告白に戸惑い

 ――その日も人気がない時間を選んだ呼び出しだった。蛍灯達の明かりを頼りに夜の巨像を駆ける。枯れの脳裏によぎる「今すぐ休憩室に来い」の字面に怯え、一分一秒が惜しかった。少しでも機嫌を損ねれば訓練の量が倍になりかねない――軋む体に鞭打って、漸く辿り着いた休憩室に、バートンはいた。
 珍しく椅子に座って足を組んで頬杖を突いている。暗い巨像の中のどこかをぼんやりと見つめている様は、戦闘マニアとは思えないほどの落ち着き振りだ。ひらりと飛び交う蛍灯の明かりも相まってか、彼の真昼のように澄んだ水色の瞳は月明かりのように眩しかった。

「お待たせ」
「おせぇよ」

 額と体中に滲む汗を拭いながらバートンに駆け寄ると、先程の大人しそうな表情はどこへやら。ギラリと鋭さを増した眼光が空の末裔の体を射貫く。幸いなのは夜であり、周りへの配慮をしているお陰か――比較的穏やかな声色に、命が救われたような気がした。
 「体中が痛くて」なんて言い訳を溢しながらバートンの顔色を窺うと、彼はふと不思議そうな表情を浮かべる。
 バートンは相変わらず末裔の体を貧相だと揶揄い、席を立った。末裔よりも数十センチ高い背が見下ろす形を取るが、不思議と威圧感がなかった。寧ろどこか、迷いさえも感じてしまう。
 体調でも悪いのだろうか――あまりにも不思議な感覚に、彼は思わず「どこか悪いの?」と訊いた。
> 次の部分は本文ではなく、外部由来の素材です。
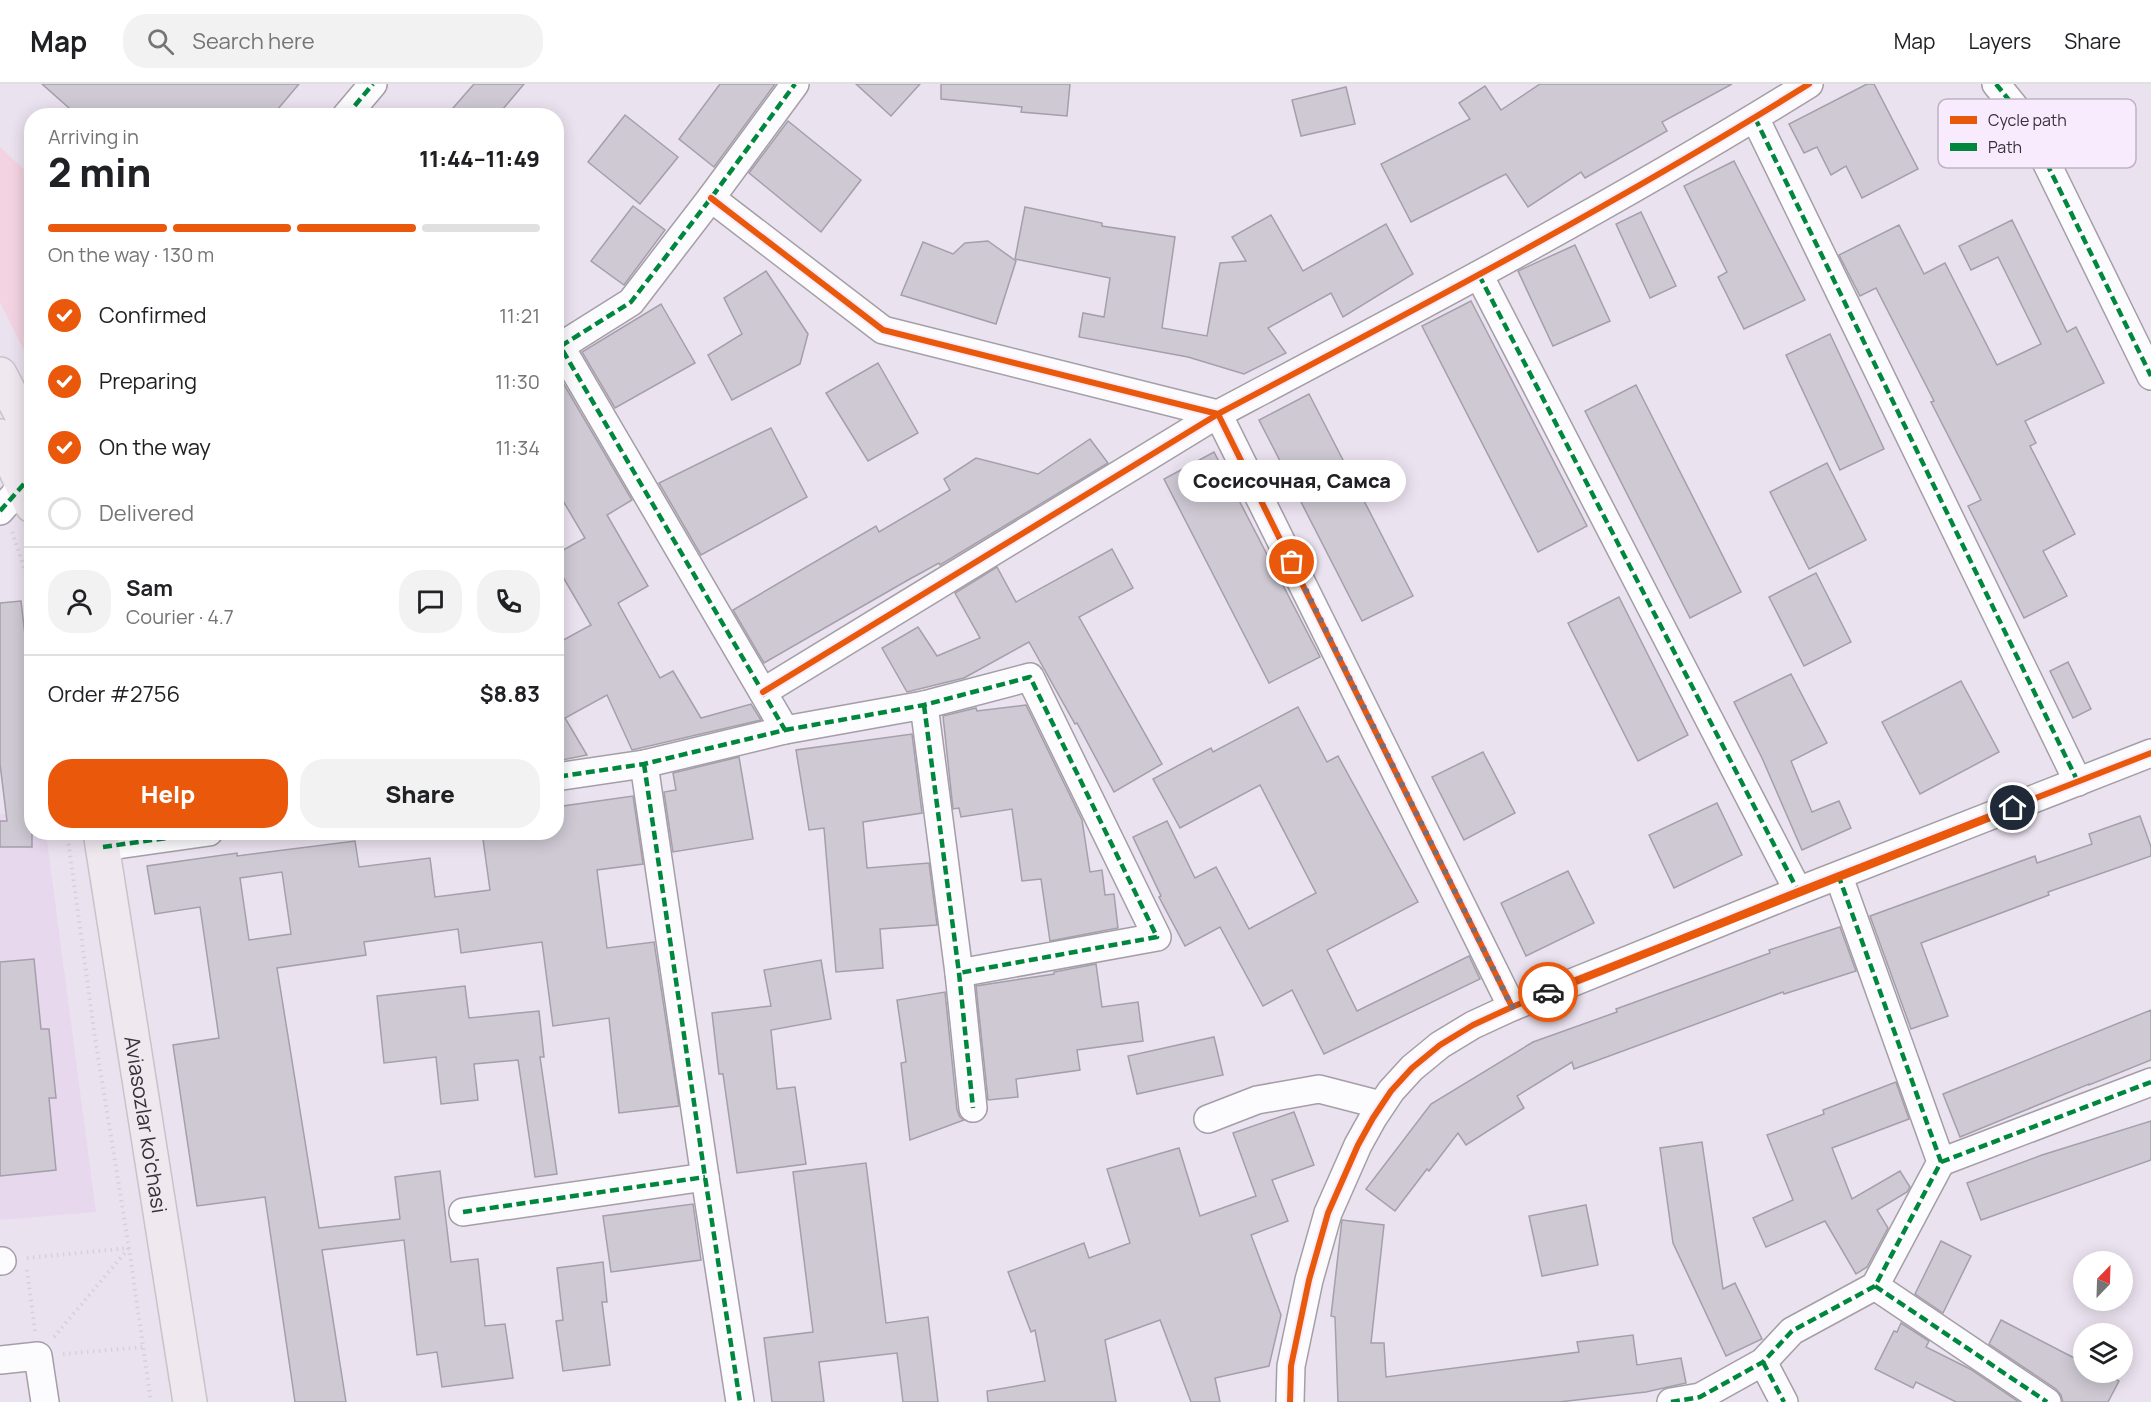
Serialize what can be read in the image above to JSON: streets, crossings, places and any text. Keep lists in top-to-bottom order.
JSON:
{
  "streets": {
    "main road": ["Aviasozlar ko'chasi"]
  },
  "places": ["Сосисочная, Самса"],
  "legend": ["Cycle path", "Path"],
  "north": "top right",
  "page": {
    "header": "Map",
    "search": "Search here",
    "nav": ["Map", "Layers", "Share"],
    "heading": ["2 min", "Arriving in", "11:44–11:49"],
    "panel": [
      "Sam",
      "Courier · 4.7",
      "Order #2756",
      "$8.83"
    ],
    "bar": "On the way · 130 m",
    "list": [
      ["Confirmed", "11:21"],
      ["Preparing", "11:30"],
      ["On the way", "11:34"],
      "Delivered"
    ],
    "bubble": "Сосисочная, Самса",
    "buttons": ["Help", "Share"]
  }
}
ただ純粋に、仲間としてバートンの体を気遣っただけに過ぎないが、彼の言葉にバートンは一瞬だけ動きを止める。
 何が言いたいんだ、と言いたげな視線がじっと末裔を見つめていた。
 しかし、その視線も彼にはどこか、柔らかく思えてしまった。

「――……お前、恋愛とかしたことあるか?」
「――ん!?」

 可笑しな所で物怖じしない彼の様子に、遂にバートンは痺れを切らしたように唇を開いた。内容は戦闘マニアから紡がれたとは思えないほど、華やかなものだ。それに思わず彼は驚いてしまい、「どうしたのさ」と言った。
 「君からその手の話題が出てくるなんて思わなかったんだけど……」そう言って、バートンの顔色を窺うと、バートンは眉間に深くシワを刻んで末裔を強く睨んだ。自分が何を話そうが自分の勝手だと言わんばかりの表情だ。
 その様子に彼は訓練量の増加を覚悟したが――バートンから紡がれた言葉は怒号ではなかった。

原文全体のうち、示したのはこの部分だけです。